今日開催された、国交・財務・総務の三省政務官による、整備新幹線問題に関する検討会でのこと。今日は、JR北海道、西日本、九州の経営者の方々からのヒアリングでした。

 九州新幹線長崎ルートに関しては、肥前山口〜武雄間の区間が、今は単線区間であり、これが複線化されないと新幹線が走るには不都合があろうというのが一般的な見方です。

 そこで、私の方から国土交通省に「この区間の新幹線着工認可をした際の検討のときには、この区間は単線という前提で検討したのですか、それとも複線化するという前提で検討したのですか」ということを問いました。

 これに対する、国土交通省からの返答は「単線で、その上でダイヤを十分調整する(単線の上を新幹線が走るとしても、他のダイヤと調整することで対処するという意味)」という前提でした」というもの。

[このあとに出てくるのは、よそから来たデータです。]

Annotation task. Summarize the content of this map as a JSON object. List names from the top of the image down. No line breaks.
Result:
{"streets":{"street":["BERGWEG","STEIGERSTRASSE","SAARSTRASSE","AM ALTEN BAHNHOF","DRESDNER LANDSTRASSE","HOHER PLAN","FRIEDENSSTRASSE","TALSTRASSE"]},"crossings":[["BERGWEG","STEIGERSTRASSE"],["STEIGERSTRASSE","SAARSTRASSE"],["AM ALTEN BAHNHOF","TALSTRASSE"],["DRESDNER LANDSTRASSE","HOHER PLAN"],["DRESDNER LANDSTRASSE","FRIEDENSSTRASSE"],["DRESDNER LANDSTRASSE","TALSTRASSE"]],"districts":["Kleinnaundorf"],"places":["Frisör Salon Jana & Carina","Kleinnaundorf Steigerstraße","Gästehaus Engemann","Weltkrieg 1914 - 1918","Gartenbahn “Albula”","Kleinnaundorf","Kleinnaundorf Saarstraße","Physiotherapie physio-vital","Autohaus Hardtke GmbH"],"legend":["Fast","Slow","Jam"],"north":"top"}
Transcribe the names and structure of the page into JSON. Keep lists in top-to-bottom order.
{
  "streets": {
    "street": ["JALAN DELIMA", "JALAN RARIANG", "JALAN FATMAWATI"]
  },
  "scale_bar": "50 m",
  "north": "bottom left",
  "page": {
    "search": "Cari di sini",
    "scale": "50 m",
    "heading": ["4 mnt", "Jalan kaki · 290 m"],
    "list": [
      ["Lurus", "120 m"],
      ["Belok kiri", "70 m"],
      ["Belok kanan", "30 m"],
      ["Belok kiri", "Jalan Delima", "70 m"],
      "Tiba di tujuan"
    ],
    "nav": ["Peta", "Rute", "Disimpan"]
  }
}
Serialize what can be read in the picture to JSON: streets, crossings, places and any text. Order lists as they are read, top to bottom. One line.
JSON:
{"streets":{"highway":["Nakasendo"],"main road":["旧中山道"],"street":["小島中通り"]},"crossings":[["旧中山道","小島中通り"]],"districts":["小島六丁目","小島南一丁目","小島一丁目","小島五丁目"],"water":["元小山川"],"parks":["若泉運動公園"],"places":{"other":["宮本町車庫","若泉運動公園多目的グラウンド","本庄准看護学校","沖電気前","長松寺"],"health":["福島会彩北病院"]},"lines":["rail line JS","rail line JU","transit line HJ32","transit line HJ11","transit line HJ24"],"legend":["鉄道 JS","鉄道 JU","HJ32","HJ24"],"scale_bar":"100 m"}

 これを受けてさらに私から、JR九州に対して「単線の上で新幹線が走るということで、ダイヤ調整は可能なのですか」と問うたところ、JR九州の社長の答えは「不可能に近いと思います」というもの。

 一体どうなっているのか?単線でいくという前提で検討して着工認可をしたのに、その前提を「不可能」と当のJRが否定しているとは?と驚いていると、即座に国土交通省が「そのような話は当時JR九州からは聞いていませんでした」ととりつくろうような発言。

 十分な検証、詰めが行われないまま新幹線の整備が進められてきた経緯を物語っているような気がします。このような新幹線検討スキームでいいのか?考え直すことが必要です。